Ricordate che dietro ogni caso ci sono vittime, carnefici e segreti. Ricordate, questo è Crime Chronicles. E se vi piace questo tipo di storie, tutto ciò che dovete fare è iscrivervi, lasciare un mi piace, lasciare un commento con la vostra opinione o suggerendo un argomento e seguire i miei contenuti.
Prima di diventare un pezzo chiave della macchina criminale, Santiago Meza López era solo un uomo qualunque. Era nato nel 1964 nello stato di Sinaloa, in una famiglia di contadini molto umile. Fin da piccolissimo aveva imparato cosa significasse lavorare sotto il sole, giornate nei campi, calli sulle mani e un orizzonte dove sembrava non esserci mai alcuna opportunità. Purtroppo la povertà non era solo una fase; era tutta la sua vita.
Durante la sua adolescenza, come molti altri abitanti di Sinaloa, migrò a Tijuana sperando di trovare un lavoro stabile. La frontiera prometteva salari migliori e una vita meno dura. Ci è riuscito? O così sembrava? Sbarcava il lunario come manovale edile e assistente in officine meccaniche. Conosciuto dai suoi colleghi come un uomo riservato, obbediente e premuroso. Non beveva, non causava problemi, non aveva precedenti penali. Era, come lo descrivevano i vicini, un uomo tranquillo, molto gentile, che salutava sempre le persone con rispetto.
Ma Tijuana non era un posto qualunque. A metà degli anni ’90, la città era diventata un epicentro strategico per il traffico di droga. Il cartello degli Arellano Félix dominava la frontiera con brutale efficienza. Compravano favori, terrorizzavano intere zone e mantenevano una rete di violenza nascosta sotto la parvenza della prosperità. La città cresceva, ma cresceva anche il numero di cadaveri senza nome. E tra i lavoratori che guardavano i camion blindati passare diretti verso le colline private c’era Santiago, un uomo che viveva con il minimo indispensabile per mangiare e pagare una stanza in affitto.

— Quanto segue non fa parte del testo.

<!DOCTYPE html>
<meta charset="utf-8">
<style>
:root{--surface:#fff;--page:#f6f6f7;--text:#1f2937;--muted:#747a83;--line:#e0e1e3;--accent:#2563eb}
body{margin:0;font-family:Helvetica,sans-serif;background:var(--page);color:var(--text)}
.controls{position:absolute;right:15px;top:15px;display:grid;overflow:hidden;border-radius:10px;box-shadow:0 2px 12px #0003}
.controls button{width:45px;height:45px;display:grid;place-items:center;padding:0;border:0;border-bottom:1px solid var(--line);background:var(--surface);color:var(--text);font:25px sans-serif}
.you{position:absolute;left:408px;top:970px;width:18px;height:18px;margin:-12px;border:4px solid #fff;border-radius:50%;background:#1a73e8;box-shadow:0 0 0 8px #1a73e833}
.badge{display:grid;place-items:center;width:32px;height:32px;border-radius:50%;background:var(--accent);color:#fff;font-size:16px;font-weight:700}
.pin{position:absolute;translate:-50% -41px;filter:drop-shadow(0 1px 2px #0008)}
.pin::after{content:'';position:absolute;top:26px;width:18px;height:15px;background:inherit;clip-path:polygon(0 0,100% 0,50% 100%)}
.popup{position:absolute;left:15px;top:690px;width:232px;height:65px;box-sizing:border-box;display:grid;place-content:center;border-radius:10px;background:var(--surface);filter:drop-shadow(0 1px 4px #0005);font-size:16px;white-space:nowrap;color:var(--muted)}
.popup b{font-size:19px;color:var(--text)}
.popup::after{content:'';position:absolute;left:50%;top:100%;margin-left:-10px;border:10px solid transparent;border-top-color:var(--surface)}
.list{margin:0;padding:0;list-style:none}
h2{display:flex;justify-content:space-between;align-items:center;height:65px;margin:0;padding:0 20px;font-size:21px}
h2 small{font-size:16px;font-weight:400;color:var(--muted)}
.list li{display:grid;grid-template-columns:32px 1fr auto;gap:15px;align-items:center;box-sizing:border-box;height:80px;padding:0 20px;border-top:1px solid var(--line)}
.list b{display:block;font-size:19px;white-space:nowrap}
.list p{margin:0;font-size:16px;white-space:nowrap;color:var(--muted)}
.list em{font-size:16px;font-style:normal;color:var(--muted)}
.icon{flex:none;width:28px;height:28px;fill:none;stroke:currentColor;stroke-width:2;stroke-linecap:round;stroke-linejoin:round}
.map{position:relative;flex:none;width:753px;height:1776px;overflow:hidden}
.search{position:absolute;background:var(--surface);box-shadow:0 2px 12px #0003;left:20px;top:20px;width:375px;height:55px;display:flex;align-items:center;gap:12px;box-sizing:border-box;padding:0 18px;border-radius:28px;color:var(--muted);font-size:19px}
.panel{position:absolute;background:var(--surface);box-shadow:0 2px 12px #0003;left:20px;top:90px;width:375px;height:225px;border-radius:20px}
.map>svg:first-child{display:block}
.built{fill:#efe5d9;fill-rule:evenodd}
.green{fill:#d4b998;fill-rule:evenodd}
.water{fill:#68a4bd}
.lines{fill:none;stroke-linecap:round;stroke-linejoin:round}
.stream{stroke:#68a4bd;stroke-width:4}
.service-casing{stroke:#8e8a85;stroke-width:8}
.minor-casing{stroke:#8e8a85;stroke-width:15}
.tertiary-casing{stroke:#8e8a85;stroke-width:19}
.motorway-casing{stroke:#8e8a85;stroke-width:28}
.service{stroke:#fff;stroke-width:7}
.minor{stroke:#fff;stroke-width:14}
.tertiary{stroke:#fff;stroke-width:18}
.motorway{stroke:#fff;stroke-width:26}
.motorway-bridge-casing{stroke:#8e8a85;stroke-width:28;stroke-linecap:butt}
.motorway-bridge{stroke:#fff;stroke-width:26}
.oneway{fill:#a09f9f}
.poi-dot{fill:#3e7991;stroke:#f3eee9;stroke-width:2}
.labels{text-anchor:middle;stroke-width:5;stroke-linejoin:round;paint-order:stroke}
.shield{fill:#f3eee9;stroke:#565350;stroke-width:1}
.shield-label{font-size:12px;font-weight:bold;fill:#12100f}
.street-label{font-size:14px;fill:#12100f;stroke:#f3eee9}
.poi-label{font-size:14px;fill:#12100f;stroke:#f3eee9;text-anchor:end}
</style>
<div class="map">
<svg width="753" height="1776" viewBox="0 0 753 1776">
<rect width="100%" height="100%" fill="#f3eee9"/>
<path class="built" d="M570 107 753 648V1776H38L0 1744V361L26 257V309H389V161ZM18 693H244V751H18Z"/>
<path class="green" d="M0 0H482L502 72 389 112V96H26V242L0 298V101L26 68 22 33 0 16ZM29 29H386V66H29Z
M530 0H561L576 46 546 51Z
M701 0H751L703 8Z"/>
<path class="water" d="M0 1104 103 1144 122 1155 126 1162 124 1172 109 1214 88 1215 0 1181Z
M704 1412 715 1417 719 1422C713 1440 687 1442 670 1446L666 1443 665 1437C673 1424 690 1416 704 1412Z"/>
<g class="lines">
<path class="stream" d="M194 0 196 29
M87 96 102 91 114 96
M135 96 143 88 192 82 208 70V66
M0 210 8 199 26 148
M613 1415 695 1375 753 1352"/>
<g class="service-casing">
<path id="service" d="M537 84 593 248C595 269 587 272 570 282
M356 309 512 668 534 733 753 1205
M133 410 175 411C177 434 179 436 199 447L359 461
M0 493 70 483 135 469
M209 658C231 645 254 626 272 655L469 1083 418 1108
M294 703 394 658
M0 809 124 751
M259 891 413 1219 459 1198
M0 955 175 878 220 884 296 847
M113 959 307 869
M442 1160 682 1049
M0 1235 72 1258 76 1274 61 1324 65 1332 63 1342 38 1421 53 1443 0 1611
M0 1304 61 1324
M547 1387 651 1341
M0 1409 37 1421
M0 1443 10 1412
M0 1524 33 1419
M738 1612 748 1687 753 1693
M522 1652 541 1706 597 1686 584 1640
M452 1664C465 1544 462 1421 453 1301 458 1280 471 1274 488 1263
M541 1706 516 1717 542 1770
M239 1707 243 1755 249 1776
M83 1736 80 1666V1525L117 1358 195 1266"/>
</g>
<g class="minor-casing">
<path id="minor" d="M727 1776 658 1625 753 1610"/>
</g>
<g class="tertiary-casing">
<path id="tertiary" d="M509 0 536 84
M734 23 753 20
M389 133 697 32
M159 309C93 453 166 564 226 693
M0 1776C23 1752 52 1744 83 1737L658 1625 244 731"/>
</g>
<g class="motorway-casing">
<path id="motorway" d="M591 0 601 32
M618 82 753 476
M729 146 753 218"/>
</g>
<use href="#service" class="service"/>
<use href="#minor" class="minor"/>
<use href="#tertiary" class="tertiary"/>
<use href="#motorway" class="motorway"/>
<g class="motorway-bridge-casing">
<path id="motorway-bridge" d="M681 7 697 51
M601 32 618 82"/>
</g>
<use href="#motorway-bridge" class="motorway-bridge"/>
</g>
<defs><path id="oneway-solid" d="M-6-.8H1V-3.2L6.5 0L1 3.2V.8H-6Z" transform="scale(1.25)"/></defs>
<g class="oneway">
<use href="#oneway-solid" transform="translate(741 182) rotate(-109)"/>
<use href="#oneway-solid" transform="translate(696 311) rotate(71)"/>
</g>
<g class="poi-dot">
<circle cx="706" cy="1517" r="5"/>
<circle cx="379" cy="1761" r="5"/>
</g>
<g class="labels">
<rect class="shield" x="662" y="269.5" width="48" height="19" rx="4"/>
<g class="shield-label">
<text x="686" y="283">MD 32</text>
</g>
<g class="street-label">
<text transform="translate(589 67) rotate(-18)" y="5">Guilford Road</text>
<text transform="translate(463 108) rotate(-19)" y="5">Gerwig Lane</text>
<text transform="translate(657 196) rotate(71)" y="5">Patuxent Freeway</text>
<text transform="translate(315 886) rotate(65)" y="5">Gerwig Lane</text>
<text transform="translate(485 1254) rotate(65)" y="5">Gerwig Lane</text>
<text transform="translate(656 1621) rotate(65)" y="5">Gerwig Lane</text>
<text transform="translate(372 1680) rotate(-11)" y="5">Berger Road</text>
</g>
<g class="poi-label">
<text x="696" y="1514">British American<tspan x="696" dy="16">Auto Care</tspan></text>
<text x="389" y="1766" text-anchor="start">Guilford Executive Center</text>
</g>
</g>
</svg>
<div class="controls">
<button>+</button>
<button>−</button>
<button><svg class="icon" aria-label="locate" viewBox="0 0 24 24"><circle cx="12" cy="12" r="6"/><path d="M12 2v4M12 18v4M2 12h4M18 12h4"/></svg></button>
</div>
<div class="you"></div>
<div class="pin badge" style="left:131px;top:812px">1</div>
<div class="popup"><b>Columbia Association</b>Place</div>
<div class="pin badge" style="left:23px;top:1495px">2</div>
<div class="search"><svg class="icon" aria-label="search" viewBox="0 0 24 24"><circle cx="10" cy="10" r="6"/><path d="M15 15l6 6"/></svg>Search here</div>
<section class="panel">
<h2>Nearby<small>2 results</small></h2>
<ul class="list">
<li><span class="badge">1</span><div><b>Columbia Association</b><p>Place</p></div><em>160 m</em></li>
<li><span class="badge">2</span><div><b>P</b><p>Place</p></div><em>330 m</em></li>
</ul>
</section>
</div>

Un conoscente del quartiere, legato a una cellula del cartello, gli parlò di un lavoro facile. Gli promisero che si sarebbe trattato solo di pulizie, niente di pericoloso, e che avrebbe guadagnato in un giorno quello che impiegava settimane a guadagnare nell’edilizia. Santiago esitò, ma la necessità non conosce ragioni, così accettò.
L’incontro avvenne in un appezzamento di terra isolato alla periferia di Tijuana. Uomini armati lo stavano aspettando lì; non erano negoziatori. Non gli chiesero se volesse il lavoro, gli dissero solo cosa doveva fare e che da quel momento in poi il suo silenzio era la sua vita. All’inizio lo assegnarono a compiti minori, scavare fossi, trasportare fusti, pulire superfici macchiate. Non chiedeva cosa stesse pulendo o perché dovesse farlo di notte. Stava solo obbedendo.
Ben presto capì di essere stato scelto proprio per il suo profilo. Al di là della sua reputazione di lavoratore buono e obbediente, era anonimo, senza legami, senza curiosità e senza voce. Il tipo di uomo che poteva passare inosservato anche quando aveva il fango sugli stivali e la paura negli occhi. Santiago non era un criminale, almeno non a quel tempo, ma a Tijuana la linea tra il sopravvivere e il diventare corrotti poteva essere sottile come un foglio di carta.
Quando lavorava nell’edilizia, la sua vita era grigia, piatta, senza aspettative. Ora aveva soldi in tasca, cibo caldo, vestiti nuovi e nessuno lo teneva d’occhio tranne gli uomini che gli avevano dato il lavoro. Sapeva che se si fosse licenziato, non sarebbe tornato a casa vivo. Questo era il punto di non ritorno.
La sua routine quotidiana cominciò a dividersi in due mondi: quello che mostrava per le strade come sereno, cordiale e silenzioso, e l’altro, quello clandestino, che cominciava a divorarlo senza che lui potesse farci nulla. Nel suo quartiere lo vedevano ancora come lo stesso di sempre, l’uomo che aiutava a trasportare i sacchi, che salutava i bambini, che condivideva le sigarette agli angoli delle strade, ma in realtà non era lo stesso. Ogni notte attraversava una soglia invisibile dalla quale nessuno tornava indenne. Era chiaro che Santiago non sarebbe riuscito a uscirne pulito da questo nuovo lavoro.
È così che Santiago Meza López cessa di essere un muratore. Per settimane ha lavorato silenziosamente per gli uomini del cartello. Scavava trincee, spostava fusti di metallo e spazzava il pavimento di cemento sotto la luce gialla di un riflettore appeso. Non chiedeva cosa stesse facendo o per chi lo stesse facendo, finché un giorno gli consegnarono il suo primo pacco.
Il camion arrivò dopo mezzanotte. Guidavano senza targhe e a fari spenti. Due uomini scesero senza guardarlo e gli misero davanti un sacco di tela.
“Sbarazzati di questo,” disse uno senza emozioni, come chi lascia un sacco della spazzatura.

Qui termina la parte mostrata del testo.